I don't really have standards for liking a guy (which might sound loose of me), but I have standards for the guy with whom I would eventually have a relationship. But since I have no experience in that, I can't really comment.

But I'll say that if there's a guy that's different than "the standards" but not necessary below the standards, we get (like Xiao said)...confused.

dani said...

Oh, I forgot to add that I don't really like the "easier" guys...the ones that are harder to crack are far more interesting. Or maybe I just like to torture myself.

tamz said...

I like this making me think bit ;P

My mom is of the breed that believes you choose who you fall in love with. I, on the other hand, am more like Xiao. I don't think that I have a type and pretty much every time that I think I do or should, it all goes out the window.

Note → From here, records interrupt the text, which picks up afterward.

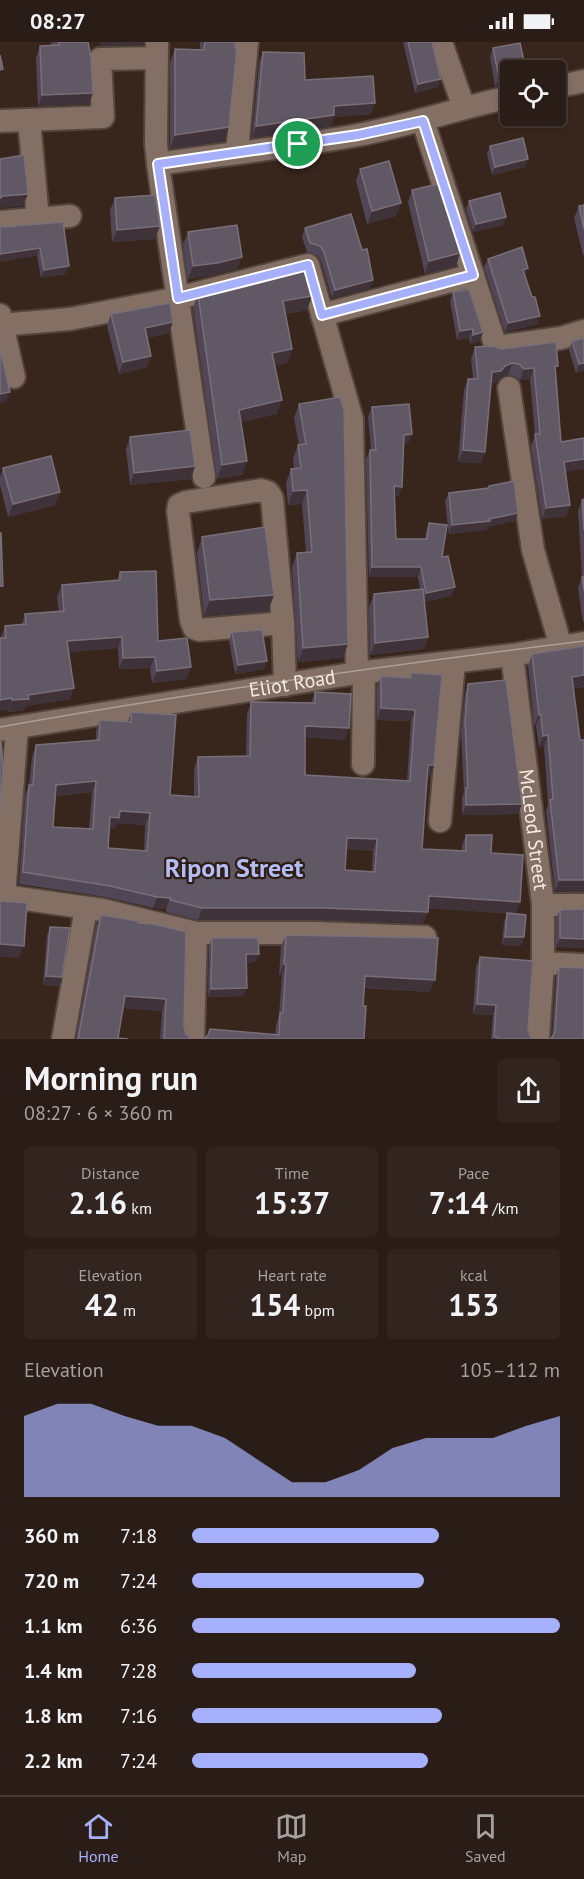 <!DOCTYPE html>
<meta charset="utf-8">
<style>
:root{--surface:#2a1c16;--page:#32251f;--text:#f1f3f6;--muted:#a5a1a1;--line:#463a35;--accent:#a7b0fc}
body{margin:0;font-family:"PT Sans",sans-serif;background:var(--page);color:var(--text);height:100vh;display:flex;flex-direction:column;font-size:22px;white-space:nowrap}
*{box-sizing:border-box;margin:0}
p{font-size:20px;color:var(--muted)}
.icon{flex:none;width:33px;height:33px;fill:none;stroke:currentColor;stroke-width:2;stroke-linecap:round;stroke-linejoin:round}
.map{position:relative;height:997px;overflow:hidden}
.drawer{display:flex;flex-direction:column;background:var(--surface);flex:1}
.drawer>*{flex:none}
.tools{position:absolute;left:500px;top:18px;display:grid;gap:12px}
.tools a{display:grid;place-items:center;width:66px;height:66px;border-radius:6px;background:var(--surface);box-shadow:0 3px 9px #0003,0 0 0 2px var(--line);font-size:30px}
.pin{position:absolute;display:grid;place-items:center;width:51px;height:51px;color:#fff;margin:-26px;border:3px solid #fff;border-radius:50%;box-shadow:0 2px 6px #0007}
.round{display:grid;place-items:center;flex:none;width:63px;height:63px;border-radius:6px;background:var(--page)}
.summary{display:flex;align-items:center;justify-content:space-between;height:102px;padding:0 24px}
h1{font-size:33px;font-weight:700;line-height:45px}
.metrics{display:grid;grid-template-columns:repeat(3,1fr);gap:9px;height:102px;padding:6px 24px}
.metrics div{display:grid;align-content:center;border-radius:6px;background:var(--page);text-align:center}
.metrics b{font-size:30px;font-weight:700}
.metrics small{font-size:16px;font-weight:400}
.metrics p{font-size:16px}
.chart{height:168px;padding:12px 24px}
.chart p{display:flex;justify-content:space-between}
.chart svg{width:100%;height:108px;margin-top:6px;fill:var(--accent);opacity:.7}
ul{padding:0 24px;list-style:none;font-size:20px}
li{display:grid;grid-template-columns:96px 72px 1fr;align-items:center;height:45px}
li i{height:15px;border-radius:8px;background:var(--accent)}
.status{display:flex;justify-content:space-between;align-items:center;height:42px;padding:0 30px;background:var(--surface);direction:ltr}
.status svg{height:16px;fill:currentColor}
.menu{display:flex;justify-content:space-around;align-items:center;height:84px;border-top:2px solid var(--line);background:var(--surface);font-size:16px;color:var(--muted)}
.menu a{display:grid;justify-items:center;gap:3px}
.menu .current{color:var(--accent)}
.map>svg:first-child{display:block}
.lines{fill:none;stroke-linecap:round;stroke-linejoin:round}
.minor-casing{stroke:#53443c;stroke-width:26}
.minor{stroke:#836f64;stroke-width:22}
.tram{stroke:#ad9f97;stroke-width:1.5}
.wall{fill:#504656;fill-rule:evenodd}
.shaded-wall{fill:#3f3239}
.building{fill:#615865;stroke:#796f79;stroke-width:1.5;fill-rule:evenodd}
.route-casing{stroke:#fff;stroke-width:12}
.route{stroke:#a7b0fc;stroke-width:8}
.labels{text-anchor:middle;stroke-width:4.5;stroke-linejoin:round;paint-order:stroke}
.street-label{font-size:20px;fill:#f6eae3;stroke:#2d1d14}
.district-label{font-size:26px;font-weight:bold;fill:#b4bcf4;stroke:#2d1d14}
</style>
<div class="status"><b>08:27</b><svg viewBox="0 0 49 12"><path d="M0 12V9h3v3zM5 12V6h3v6zM10 12V3h3v9zM15 12V0h3v12zM26 1h20v11H26zM47 4h2v5h-2z"/></svg></div>
<div class="map">
<svg width="584" height="997" viewBox="0 0 584 997">
<rect width="100%" height="100%" fill="#38261d"/>
<g class="lines">
<g class="minor-casing">
<g id="minor">
<path d="M157 0 156 102 158 122 204 435"/>
<path d="M441 0 464 66"/>
<path d="M555 45 584 39"/>
<path d="M29 78 38 177"/>
<path d="M0 79 103 75 100 17 157 16"/>
<path d="M423 79 496 305 561 296 584 289"/>
<path d="M237 110 247 0"/>
<path d="M158 122C225 112 292 105 358 93 410 83 459 66 510 55"/>
<path d="M0 180 70 174"/>
<path d="M0 273 14 335"/>
<path d="M322 273 473 233"/>
<path d="M0 283 70 277 178 256 308 223 352 377 357 631"/>
<path d="M509 346 533 508 561 605"/>
<path d="M283 581 272 456 268 450 261 448 186 460 179 463 178 469 191 578 194 586 199 588 283 581 285 643"/>
<path id="s1" d="M512 613 543 863V921L584 923"/>
<path d="M17 686 4 854 103 868 196 891 193 997"/>
<path id="s2" d="M0 688 357 631 512 613 584 601"/>
<path d="M363 722 364 631"/>
<path d="M440 779 454 620"/>
<path d="M543 863H584"/>
<path d="M196 891H318L425 895"/>
<path d="M63 997 86 866"/>
<path d="M538 997 543 921"/>
</g>
</g>
<use href="#minor" class="minor"/>
<path class="tram" d="M0 685C194 650 388 623 584 599"/>
</g>
<path class="wall" d="M51 0H88L89 62 38 64 36 16 40 4H52Z
M200 0H235L224 99 170 107V21L175 7 200 8Z
M403 0H432L438 45 415 51Z
M493 6 526 28 495 45 490 15Z
M263 10 305 38 371 72 334 75 330 84 252 96 259 21Z
M490 104 525 125 492 133 487 112Z
M360 127 396 174 367 182 356 139Z
M412 148 460 211 456 224 425 232 408 160Z
M115 156 155 197 112 200 110 168Z
M469 159 506 175 503 183 473 190 466 167Z
M584 163V213H583L574 176 579 164Z
M63 180 65 232 41 236 37 214 4 185Z
M305 186 362 208 373 238 370 246 332 256 321 219 317 213 307 210 302 195Z
M188 190 242 215 237 227 212 233 188 237 183 202Z
M488 217 525 235 537 282 505 290 484 225Z
M453 250 483 290 480 299 470 302 469 296 457 298 450 259Z
M198 252 307 268 285 272 292 307 287 321 274 323 277 372 241 380 247 419 242 433 217 437 193 266Z
M111 272 169 291 147 296V325L119 332 107 284Z
M572 299 584 328 576 331 569 308Z
M475 305 556 329 561 400 570 463 566 474 542 477 531 404 535 394 530 337 520 338 514 334 508 333 501 335 497 340 491 341 485 410 481 421 458 420 464 348 468 337H473L471 317Z
M299 362 343 616 298 620 292 525 297 511 306 510 302 462 288 463 286 441 291 427H294L293 417 298 403H299L294 376Z
M372 365 412 392 408 401 404 402 399 454H394L396 497H425L426 490 429 481 455 545 451 554 424 560 428 595 424 607 370 613 369 565 374 552 420 547 418 535H369L366 417 370 408H371L368 375Z
M130 395 195 424 191 437 130 443 126 407Z
M3 426 60 450 55 463 8 475 0 443V435Z
M489 444 515 479 488 485 487 488 449 492 445 459 449 451 488 447Z
M584 457V580H583L578 546 582 535 578 469 582 458Z
M202 495 268 569 204 574 197 511Z
M120 530 158 599 191 625 186 637 152 641 150 626 119 627 118 606 69 610 70 657 26 664 24 668 8 670 1 596 5 584 22 582 25 572 59 570 57 555 62 543 117 538Z
M232 590 267 619 264 627 235 632 229 599Z
M584 604V645L573 646 580 698H584V850L555 849 546 769 548 762 544 705H539L536 684H534L528 624 532 612Z
M411 631 430 735 427 734 422 807 462 809V804L466 793 491 811 516 872 428 866V870L423 881 318 878H198L166 870V867L153 866 106 855 19 842 25 754 29 743 32 715 36 703 96 699V689L100 678 128 680 131 670 170 753 194 754V727L198 715 246 714 247 672 251 660 311 661 315 650 345 698 305 695V733L407 739 411 679 377 678V645L381 634 410 636ZM92 750 89 787 53 785 56 754ZM117 781 145 783 144 809 108 806 109 787H115ZM346 807 373 809 372 830 345 828Z
M468 642 518 772 462 773V756L464 750 461 689 465 652Z
M584 867V906L556 905V876L560 868Z
M507 871 521 904 502 903 504 880Z
M101 873 138 881 184 985 186 992 191 997H160L162 969 123 966 118 996 128 997H76L96 884Z
M50 885 62 935 59 944 43 943 47 893Z
M286 893 430 950 365 946 363 964 364 997 275 992 276 983 279 973 282 933H279L281 904Z
M212 896 259 912 255 920 246 921 243 954 208 955 209 904Z
M480 915 528 987 530 994 533 997H491L493 973 473 972 476 925Z
M559 925 584 997 552 996 556 935Z"/>
<path class="shaded-wall" d="M101 0H144L143 3 100 4Z
M510 34V42L495 45 499 36Z
M441 37 438 45 415 51 418 42Z
M93 51 89 62 38 64 42 53Z
M375 61 371 72 334 75 330 84 252 96 256 84 334 64Z
M229 85 224 99 170 107 175 93Z
M528 117 525 125 492 133 495 125Z
M28 152 23 164 0 166V156L3 154Z
M401 161 396 174 367 182 372 169Z
M506 175 503 183 473 190 476 182Z
M160 184 155 197 112 200 117 188Z
M40 206 37 214 0 220V212Z
M460 211 456 224 425 232 429 219Z
M242 215 237 227 212 233 188 237 193 224Z
M69 224 65 232 41 236 44 228Z
M528 226 525 235 523 228Z
M373 238 370 246 332 256 335 248Z
M312 254 307 268 278 273 283 259Z
M540 274 537 282 505 290 508 281Z
M173 280 169 291 141 297 145 286Z
M473 287 469 296 457 298 460 289Z
M483 290 480 299 470 302 473 293Z
M292 307 287 321 267 325 272 311Z
M151 314 147 325 119 332 123 320Z
M512 321 508 333 501 335 497 340 488 341 492 330Z
M584 321V328L576 331 579 322Z
M534 326 530 337 520 338 524 327Z
M10 350 6 360 0 361V352Z
M282 358 277 372 234 382 239 368Z
M412 392 408 401 401 402 404 393Z
M463 408 485 410 481 421 458 420Z
M584 417V427L560 431 564 420Z
M247 419 242 433 217 437 222 423Z
M195 424 191 437 130 443 134 431Z
M394 444 402 445 399 454H390Z
M307 448 302 462 288 463 293 449Z
M60 450 55 463 8 475 13 462Z
M570 463 566 474 542 477 546 466Z
M518 471 515 479 488 485 487 488 449 492 452 483Z
M372 525H421L418 535H369Z
M455 545 451 554 423 560 426 551Z
M274 553 268 569 204 574 210 558Z
M122 595 118 606 63 611 67 599Z
M428 595 424 607 370 613 375 601Z
M348 602 343 616 298 620 303 606Z
M155 615 150 626 119 627 123 616Z
M267 619 264 627 235 632 238 623Z
M191 625 186 637 152 641 157 629Z
M584 633V644L567 647 572 635Z
M74 646 70 657 26 664 24 668 8 670 12 658 28 653Z
M12 656 8 668 0 669V658Z
M381 666 415 668 411 679 377 678Z
M539 673H541L536 684H534Z
M305 684 349 686 345 698 301 695Z
M548 693 544 705H539L543 694Z
M428 723H434L430 735 424 734Z
M96 739 92 750 52 754 56 743Z
M522 762 518 772 462 773 466 763Z
M120 769 150 771 145 783 117 781 115 787H106L110 775Z
M347 796 377 797 373 809 343 807Z
M559 838H584V850L555 849Z
M429 854 520 860 516 872 425 866Z
M157 855 170 856 166 867 153 866Z
M202 866H322L428 870 423 881 318 878H198Z
M505 895H524L521 904 502 903Z
M560 896 584 897V906L556 905Z
M0 902 24 904 19 916 0 915Z
M246 912H259L255 920 242 921Z
M284 922H286L282 933H279Z
M46 934 62 935 59 944 43 943Z
M365 934 435 938 430 950 361 945Z
M247 946 243 954 208 955 211 947Z
M125 954 166 957 162 969 121 966Z
M477 962 496 963 493 973 473 972Z"/>
<path class="building" d="M58 0H88L91 15 93 51 42 53 40 4 59 3Z
M205 0H235V6H237L229 85 175 93V7L204 8Z
M408 0H432L441 37 418 42Z
M520 1 526 28H510V34L499 36 493 6Z
M263 10 304 11 305 38 373 34 375 61 334 64V73L256 84Z
M0 13 3 27 0 28Z
M523 96 528 117 495 125 490 104Z
M24 113 28 152 3 154 0 156V117Z
M389 119 401 161 372 169 360 127Z
M438 142 460 211 429 219 412 148Z
M500 151 506 175 476 182 469 159Z
M155 153 160 184 117 188 115 156Z
M584 163V187L579 164Z
M351 172 362 208 367 207 373 238 335 248 324 210 320 204 310 201 305 186Z
M63 180 69 224 44 228 40 206 0 212V184L4 185Z
M237 183 242 215 217 221 193 224 188 190Z
M522 205 528 226 523 228 532 255H535L540 274 508 281 488 217Z
M304 225 312 254 283 259 292 307 272 311 282 358 239 368 247 419 222 423 198 252Z
M469 247 483 290 473 293V287L460 289 453 250Z
M170 261 173 280 145 286 151 314 123 320 111 272Z
M584 296V321L579 322 572 299Z
M556 300 558 324H555L561 400 584 396V417L564 420 570 463 546 466 535 392H540L534 326 524 327 519 322 512 321 505 324 501 329 492 330 485 410 463 408 468 337H478L475 305 492 304 502 307Z
M0 307 10 350 0 352Z
M340 355 344 368 348 602 303 606 297 511 312 510 307 448 293 449 291 427 301 426 298 403 306 402 299 362Z
M409 362 412 392 404 393 402 445 394 444 396 497H427L429 481 447 483 442 515 448 514 455 545 426 551 421 525H372L370 408H376L372 365Z
M190 388 195 424 134 431 130 395Z
M51 414 60 450 13 462 3 426Z
M514 439 518 471 489 477 490 479 452 483 449 451 489 446V444Z
M584 457V488L582 458Z
M265 485 274 553 210 558 202 495Z
M0 491H1L3 544H0Z
M156 529 158 599 187 596 191 625 157 629 155 615 123 616 122 595 67 599 74 646 28 653 29 657 12 658V656L0 658V596H6L5 584 26 582 25 572 64 569 62 543 120 538V530Z
M584 534V549L582 535Z
M423 547 428 595 375 601 374 552Z
M262 588 267 619 238 623 232 590Z
M584 604V633L572 635 580 698H584V838H559L550 758 553 757 548 693 543 694 541 673H539L532 612Z
M411 631 442 633 434 723H428L422 807 466 809V793H492L491 811 523 813 520 860 429 854 428 870 322 866H202L170 858V856L157 855 110 844 23 830 29 743H33L36 703 99 698 100 678 131 680V670L176 673 170 753 199 755 198 715 250 714 251 660 315 661V650L351 652 349 686 305 684V733L410 739 415 668 381 666V634L411 636ZM96 739 93 787 53 785 56 743ZM120 769 150 771 147 809 108 806 110 775 119 776ZM347 796 377 797 375 830 345 828Z
M506 638 522 762 466 763V746H468L465 679 468 642Z
M0 700H1L3 727 0 771Z
M0 859 27 861 24 904 0 902Z
M584 867V897L560 896V868Z
M507 871 526 873 524 895H505Z
M101 873 138 879V881L153 882 186 890 184 985 186 992 191 997H164L166 957 125 954 118 996 128 997H78Z
M50 885 70 886 62 935 46 934Z
M286 893 438 896 435 938 365 934 363 964H366L364 997H204L208 993 210 987 279 993 280 971H283L286 922H284Z
M212 896H258L259 912H246L247 946 211 947Z
M480 915 533 919 528 987 530 994 533 997H498V995H494L496 963 477 962Z
M559 925 584 926V997H550L553 994 555 989Z"/>
<g class="lines">
<g class="route-casing">
<path id="route" d="M423 79 473 233 322 273 308 223 178 256 158 122 358 93Z"/>
</g>
<use href="#route" class="route"/>
</g>
<g class="labels">
<g class="street-label">
<text dy="7" stroke="none"><textPath href="#s2" startOffset="296">Eliot Road</textPath></text>
<text dy="7" stroke="none"><textPath href="#s1" startOffset="176">McLeod Street</textPath></text>
</g>
<g class="district-label">
<text x="234" y="835">Ripon Street</text>
</g>
</g>
</svg>
<div class="tools">
<a><svg class="icon" aria-label="locate" viewBox="0 0 24 24"><circle cx="12" cy="12" r="6"/><path d="M12 2v4M12 18v4M2 12h4M18 12h4"/></svg></a>
</div>
<div class="pin" style="left:298px;top:102px;background:#1e9e55"><svg class="icon" aria-label="arrive" viewBox="0 0 24 24"><path d="M6 21V4h12l-3 4 3 4H6"/></svg></div>
</div>
<section class="drawer">
<div class="summary"><div><h1>Morning run</h1><p>08:27 · 6 × 360 m</p></div><a class="round"><svg class="icon" aria-label="share" viewBox="0 0 24 24"><path d="M12 15V3M7 8l5-5 5 5M5 13v7h14v-7"/></svg></a></div>
<div class="metrics">
<div><p>Distance</p><b>2.16<small> km</small></b></div>
<div><p>Time</p><b>15:37</b></div>
<div><p>Pace</p><b>7:14<small> /km</small></b></div>
</div>
<div class="metrics">
<div><p>Elevation</p><b>42<small> m</small></b></div>
<div><p>Heart rate</p><b>154<small> bpm</small></b></div>
<div><p>kcal</p><b>153</b></div>
</div>
<div class="chart"><p><span>Elevation</span>105–112 m</p>
<svg viewBox="0 0 160 44" preserveAspectRatio="none"><path d="M0 44V11L10 6L20 6L30 11L40 15L50 15L60 20L70 29L80 38L90 38L100 33L110 24L120 20L130 20L140 20L150 15L160 11V44z"/></svg>
</div>
<ul>
<li><b>360 m</b>7:18<i style="width:67%"></i></li>
<li><b>720 m</b>7:24<i style="width:63%"></i></li>
<li><b>1.1 km</b>6:36<i style="width:100%"></i></li>
<li><b>1.4 km</b>7:28<i style="width:61%"></i></li>
<li><b>1.8 km</b>7:16<i style="width:68%"></i></li>
<li><b>2.2 km</b>7:24<i style="width:64%"></i></li>
</ul>
</section>
<nav class="menu">
<a class="current"><svg class="icon" aria-label="home" viewBox="0 0 24 24"><path d="M3 11l9-7 9 7M6 9v11h12V9"/></svg>Home</a>
<a><svg class="icon" aria-label="map" viewBox="0 0 24 24"><path d="M3 6l6-2 6 2 6-2v14l-6 2-6-2-6 2zM9 4v14M15 6v14"/></svg>Map</a>
<a><svg class="icon" aria-label="saved" viewBox="0 0 24 24"><path d="M7 4h10v16l-5-4-5 4z"/></svg>Saved</a>
</nav>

I'd also have to agree with Danielle in that I don't like the "easier guys". I don't like it when it's all laid out in front of me. That's not to say I like the games/the so-called chase either. Though I'm not sure my interpretation of your "easier" route is accurate...

veronique said...

As mr spock says, " there are always possibilities" dont laugh. Any how what I mean is that no, we dont choose who we fall in love with, but you do make yourself open to possibilities and closed to others. I'm in love, thus closed mentally to other possibilities, because I don't want them, and because it's not fair to the other person. I can't say exactly what my standards are, but I think they're about the same that I have for any friend, loyal, honest, open minded, etc. The truth is though, I felt that if I were left to my own devices, I would be dating some older moody wife beater, which is a teastament to my not having any real self knowledge =\ X is exactly right we are all fools in love, and we think we know what we want, but again as mr spock so wisely said, "wanting is not the same as having, it's not logical, but it is often true" Translation: we think we want it but when we get it, we're f-ed royally

prisca* said...

i def like difficult guys. it's fun to decipher them. horrible isn't it. putting up with them is like torturing myself, yet i like getting past that barrier and learning to like them. ::shudder::

however, im def open. i don't have a set ideal, but i have a general gist of what any boy going into a relationship with me must have [ie his effect on me]. actually i have no idea. la ti da.